WORK ORDER — What is the number of lines in these entries that contain "heat"? State it alone.

(Collected data entries)
━━━━━━━━

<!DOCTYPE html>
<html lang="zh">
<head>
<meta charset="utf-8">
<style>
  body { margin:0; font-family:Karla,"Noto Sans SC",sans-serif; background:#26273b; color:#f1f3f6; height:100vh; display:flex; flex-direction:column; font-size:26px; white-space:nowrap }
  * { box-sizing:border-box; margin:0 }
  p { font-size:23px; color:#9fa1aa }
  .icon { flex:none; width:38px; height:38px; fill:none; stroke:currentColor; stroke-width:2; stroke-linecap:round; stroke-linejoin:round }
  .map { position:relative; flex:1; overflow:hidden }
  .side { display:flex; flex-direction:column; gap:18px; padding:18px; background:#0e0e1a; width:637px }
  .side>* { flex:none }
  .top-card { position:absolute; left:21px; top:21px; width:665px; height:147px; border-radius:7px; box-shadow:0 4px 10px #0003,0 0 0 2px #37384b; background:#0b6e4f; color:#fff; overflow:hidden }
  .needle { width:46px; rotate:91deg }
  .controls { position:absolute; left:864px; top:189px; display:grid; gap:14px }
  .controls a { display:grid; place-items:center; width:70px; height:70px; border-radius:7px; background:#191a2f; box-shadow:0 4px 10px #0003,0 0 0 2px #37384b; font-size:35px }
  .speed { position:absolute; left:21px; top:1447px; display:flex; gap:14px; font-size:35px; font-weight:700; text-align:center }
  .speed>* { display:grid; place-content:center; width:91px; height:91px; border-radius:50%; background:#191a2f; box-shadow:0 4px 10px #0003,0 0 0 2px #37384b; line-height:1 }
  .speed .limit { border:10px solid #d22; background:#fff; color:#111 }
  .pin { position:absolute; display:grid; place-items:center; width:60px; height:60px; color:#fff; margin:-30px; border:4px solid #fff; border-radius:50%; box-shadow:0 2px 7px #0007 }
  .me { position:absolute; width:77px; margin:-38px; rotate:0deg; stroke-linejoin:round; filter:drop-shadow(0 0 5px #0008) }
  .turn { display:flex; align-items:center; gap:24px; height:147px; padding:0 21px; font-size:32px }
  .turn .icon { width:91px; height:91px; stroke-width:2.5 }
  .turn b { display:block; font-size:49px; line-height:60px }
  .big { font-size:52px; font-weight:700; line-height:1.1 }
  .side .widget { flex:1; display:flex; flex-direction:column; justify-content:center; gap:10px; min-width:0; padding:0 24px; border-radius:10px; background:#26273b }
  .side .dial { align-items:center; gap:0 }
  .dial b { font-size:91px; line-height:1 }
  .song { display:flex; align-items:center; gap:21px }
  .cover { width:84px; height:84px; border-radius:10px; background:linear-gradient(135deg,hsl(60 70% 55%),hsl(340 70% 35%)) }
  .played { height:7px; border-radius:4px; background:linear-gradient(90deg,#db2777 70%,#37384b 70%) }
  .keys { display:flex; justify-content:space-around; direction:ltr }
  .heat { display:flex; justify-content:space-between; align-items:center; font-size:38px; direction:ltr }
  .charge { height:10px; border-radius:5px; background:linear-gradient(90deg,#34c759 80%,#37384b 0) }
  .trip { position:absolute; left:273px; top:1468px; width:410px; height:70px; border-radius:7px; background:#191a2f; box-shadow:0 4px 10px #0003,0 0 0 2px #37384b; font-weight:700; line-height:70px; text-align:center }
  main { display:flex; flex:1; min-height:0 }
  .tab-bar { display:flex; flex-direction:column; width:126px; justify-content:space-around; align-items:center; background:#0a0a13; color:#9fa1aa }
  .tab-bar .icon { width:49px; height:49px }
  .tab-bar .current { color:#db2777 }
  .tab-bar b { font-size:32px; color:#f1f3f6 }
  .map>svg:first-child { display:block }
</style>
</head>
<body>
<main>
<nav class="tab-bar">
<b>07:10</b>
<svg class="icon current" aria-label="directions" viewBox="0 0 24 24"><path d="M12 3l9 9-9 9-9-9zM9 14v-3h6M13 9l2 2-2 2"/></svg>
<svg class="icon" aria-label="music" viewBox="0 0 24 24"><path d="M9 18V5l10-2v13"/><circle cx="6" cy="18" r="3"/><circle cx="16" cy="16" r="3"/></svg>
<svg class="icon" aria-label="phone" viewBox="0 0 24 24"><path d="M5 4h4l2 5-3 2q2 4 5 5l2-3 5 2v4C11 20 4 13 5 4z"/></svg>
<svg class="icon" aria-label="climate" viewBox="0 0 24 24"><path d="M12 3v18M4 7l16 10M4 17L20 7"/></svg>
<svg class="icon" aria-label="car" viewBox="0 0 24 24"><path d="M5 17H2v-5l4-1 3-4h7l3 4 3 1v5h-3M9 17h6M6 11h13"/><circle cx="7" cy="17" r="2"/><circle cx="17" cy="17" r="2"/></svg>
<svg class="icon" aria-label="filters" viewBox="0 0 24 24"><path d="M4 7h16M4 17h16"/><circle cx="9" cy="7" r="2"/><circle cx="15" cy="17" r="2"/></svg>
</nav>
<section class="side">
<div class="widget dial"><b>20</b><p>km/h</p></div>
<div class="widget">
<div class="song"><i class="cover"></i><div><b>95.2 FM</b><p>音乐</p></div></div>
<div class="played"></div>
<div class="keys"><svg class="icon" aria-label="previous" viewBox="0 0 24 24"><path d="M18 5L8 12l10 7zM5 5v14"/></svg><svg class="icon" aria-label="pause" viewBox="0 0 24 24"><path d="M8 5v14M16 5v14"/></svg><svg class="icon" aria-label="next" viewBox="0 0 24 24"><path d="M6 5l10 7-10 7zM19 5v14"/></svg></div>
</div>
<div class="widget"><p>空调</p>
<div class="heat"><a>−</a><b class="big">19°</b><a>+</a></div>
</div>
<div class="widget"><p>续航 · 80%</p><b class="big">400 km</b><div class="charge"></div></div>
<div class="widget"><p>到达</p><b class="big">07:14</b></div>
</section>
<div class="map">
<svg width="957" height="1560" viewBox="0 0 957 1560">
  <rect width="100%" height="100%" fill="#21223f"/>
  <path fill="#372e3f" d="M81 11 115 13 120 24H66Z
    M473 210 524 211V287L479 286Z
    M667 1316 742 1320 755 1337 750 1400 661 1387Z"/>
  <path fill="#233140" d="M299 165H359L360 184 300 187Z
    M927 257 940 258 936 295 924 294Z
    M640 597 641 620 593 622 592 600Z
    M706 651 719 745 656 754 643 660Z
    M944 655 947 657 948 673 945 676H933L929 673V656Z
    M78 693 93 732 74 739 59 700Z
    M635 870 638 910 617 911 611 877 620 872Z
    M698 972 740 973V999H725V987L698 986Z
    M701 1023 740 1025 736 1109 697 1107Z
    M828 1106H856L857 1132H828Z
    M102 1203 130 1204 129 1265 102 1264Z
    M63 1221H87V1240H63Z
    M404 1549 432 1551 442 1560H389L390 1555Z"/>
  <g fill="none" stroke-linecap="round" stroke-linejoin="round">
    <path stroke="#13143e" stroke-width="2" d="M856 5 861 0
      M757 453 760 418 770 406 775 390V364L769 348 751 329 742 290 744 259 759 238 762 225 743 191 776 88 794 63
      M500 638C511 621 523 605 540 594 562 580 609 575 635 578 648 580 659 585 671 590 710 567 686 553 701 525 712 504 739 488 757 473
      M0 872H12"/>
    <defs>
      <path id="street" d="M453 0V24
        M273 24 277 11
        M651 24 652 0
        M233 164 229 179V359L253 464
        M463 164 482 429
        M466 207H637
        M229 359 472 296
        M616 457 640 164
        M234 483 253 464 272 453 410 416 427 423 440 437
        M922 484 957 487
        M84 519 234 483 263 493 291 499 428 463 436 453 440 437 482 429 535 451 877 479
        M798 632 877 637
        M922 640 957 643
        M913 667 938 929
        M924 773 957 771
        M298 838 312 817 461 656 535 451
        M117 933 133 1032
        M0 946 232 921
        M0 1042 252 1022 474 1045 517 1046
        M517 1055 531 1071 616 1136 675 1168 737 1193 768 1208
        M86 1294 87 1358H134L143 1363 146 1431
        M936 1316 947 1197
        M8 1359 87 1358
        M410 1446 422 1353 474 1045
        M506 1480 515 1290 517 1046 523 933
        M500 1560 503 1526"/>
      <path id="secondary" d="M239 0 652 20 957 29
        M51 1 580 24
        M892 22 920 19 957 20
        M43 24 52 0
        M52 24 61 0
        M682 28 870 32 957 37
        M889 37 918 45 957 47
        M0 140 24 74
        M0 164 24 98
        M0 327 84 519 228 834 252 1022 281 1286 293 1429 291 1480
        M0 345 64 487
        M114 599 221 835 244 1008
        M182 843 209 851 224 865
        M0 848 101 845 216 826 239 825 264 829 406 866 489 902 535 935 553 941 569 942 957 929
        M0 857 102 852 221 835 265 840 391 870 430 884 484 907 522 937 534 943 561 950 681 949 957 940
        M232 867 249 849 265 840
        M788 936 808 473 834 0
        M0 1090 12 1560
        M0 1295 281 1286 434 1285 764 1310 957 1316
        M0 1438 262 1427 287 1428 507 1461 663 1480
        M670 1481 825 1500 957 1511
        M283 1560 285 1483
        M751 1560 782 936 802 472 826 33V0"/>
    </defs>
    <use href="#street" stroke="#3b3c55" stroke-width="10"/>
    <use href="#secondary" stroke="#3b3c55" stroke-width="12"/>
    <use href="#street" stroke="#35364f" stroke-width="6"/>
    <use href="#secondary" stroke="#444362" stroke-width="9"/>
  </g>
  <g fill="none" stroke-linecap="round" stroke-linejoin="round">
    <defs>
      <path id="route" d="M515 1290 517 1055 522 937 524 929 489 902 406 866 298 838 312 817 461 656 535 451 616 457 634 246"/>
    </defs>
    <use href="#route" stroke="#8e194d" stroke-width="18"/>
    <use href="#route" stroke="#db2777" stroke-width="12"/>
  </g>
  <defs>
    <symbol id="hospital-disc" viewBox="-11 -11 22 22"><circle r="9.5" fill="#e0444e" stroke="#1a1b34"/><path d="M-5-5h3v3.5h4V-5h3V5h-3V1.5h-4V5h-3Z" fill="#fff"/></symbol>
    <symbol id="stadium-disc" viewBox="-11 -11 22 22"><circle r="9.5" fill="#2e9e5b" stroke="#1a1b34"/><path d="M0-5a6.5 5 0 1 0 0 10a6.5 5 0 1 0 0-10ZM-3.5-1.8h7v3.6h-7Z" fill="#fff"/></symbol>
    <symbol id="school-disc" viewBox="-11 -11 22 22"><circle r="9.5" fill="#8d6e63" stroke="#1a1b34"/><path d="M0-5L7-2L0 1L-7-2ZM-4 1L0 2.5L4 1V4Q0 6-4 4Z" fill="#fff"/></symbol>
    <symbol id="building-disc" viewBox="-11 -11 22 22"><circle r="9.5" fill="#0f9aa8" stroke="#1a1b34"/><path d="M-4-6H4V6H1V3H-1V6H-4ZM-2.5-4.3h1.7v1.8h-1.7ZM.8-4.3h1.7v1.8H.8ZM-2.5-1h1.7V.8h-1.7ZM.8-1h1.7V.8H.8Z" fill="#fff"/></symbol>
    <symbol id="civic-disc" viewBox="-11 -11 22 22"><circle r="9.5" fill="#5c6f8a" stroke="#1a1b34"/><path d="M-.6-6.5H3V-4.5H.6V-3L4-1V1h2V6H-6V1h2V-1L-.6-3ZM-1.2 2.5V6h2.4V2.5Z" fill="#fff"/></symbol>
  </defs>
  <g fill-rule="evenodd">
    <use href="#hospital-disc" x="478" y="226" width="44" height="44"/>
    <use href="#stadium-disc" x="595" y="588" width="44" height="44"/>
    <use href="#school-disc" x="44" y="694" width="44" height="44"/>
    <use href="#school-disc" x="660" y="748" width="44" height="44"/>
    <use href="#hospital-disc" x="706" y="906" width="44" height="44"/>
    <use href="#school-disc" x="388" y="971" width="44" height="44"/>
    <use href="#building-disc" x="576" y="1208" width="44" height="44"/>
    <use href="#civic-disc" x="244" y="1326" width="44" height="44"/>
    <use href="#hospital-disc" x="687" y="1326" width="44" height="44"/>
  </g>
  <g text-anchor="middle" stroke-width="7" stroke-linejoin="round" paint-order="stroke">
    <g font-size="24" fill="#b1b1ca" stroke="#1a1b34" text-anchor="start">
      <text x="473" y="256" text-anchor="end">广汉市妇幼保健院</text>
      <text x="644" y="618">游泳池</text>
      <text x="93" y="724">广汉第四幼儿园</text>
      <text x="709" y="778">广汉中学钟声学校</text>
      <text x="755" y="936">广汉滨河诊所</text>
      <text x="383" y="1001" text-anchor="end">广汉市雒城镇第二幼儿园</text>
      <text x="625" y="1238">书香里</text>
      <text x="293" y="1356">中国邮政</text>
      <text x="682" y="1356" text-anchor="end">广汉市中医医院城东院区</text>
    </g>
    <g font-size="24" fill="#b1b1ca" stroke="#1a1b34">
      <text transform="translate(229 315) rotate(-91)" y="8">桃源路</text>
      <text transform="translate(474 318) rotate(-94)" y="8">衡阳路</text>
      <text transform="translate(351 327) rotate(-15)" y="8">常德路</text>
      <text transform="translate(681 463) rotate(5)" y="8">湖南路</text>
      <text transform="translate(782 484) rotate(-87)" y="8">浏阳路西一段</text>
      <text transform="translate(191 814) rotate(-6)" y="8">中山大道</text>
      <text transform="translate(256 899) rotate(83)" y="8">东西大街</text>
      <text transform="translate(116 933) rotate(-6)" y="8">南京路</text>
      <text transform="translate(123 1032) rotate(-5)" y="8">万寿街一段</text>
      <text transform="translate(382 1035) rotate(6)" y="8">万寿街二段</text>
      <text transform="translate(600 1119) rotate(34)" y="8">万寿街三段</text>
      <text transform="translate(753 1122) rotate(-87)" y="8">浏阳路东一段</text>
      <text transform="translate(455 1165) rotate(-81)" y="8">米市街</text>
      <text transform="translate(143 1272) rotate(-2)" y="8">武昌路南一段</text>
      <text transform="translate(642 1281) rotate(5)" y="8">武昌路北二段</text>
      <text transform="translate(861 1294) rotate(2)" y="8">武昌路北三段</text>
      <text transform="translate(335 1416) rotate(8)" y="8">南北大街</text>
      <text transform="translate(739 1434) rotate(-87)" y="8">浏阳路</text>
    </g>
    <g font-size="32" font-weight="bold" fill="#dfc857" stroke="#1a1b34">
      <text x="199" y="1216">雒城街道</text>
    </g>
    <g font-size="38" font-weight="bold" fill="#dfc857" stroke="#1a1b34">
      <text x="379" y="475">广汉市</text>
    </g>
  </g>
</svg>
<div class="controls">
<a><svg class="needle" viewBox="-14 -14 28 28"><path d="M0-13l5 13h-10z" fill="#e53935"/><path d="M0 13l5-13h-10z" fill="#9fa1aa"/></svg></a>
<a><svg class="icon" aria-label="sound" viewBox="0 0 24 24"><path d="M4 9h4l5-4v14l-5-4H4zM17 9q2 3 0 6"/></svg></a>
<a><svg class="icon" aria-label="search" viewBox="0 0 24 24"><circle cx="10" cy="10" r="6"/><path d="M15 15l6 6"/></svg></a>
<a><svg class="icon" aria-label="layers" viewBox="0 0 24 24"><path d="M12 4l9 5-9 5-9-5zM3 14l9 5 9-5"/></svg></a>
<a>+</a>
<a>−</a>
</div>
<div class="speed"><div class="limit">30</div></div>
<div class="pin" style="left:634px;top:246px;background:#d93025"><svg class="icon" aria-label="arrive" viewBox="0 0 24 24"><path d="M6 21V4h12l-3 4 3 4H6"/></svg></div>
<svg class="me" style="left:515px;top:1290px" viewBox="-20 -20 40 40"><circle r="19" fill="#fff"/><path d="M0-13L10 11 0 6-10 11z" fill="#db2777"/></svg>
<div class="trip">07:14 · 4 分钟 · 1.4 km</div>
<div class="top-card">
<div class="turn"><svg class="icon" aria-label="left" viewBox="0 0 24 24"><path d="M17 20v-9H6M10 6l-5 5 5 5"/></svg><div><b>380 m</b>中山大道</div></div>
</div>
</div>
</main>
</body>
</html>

━━━━━━━━

WORKED SOLUTION — 2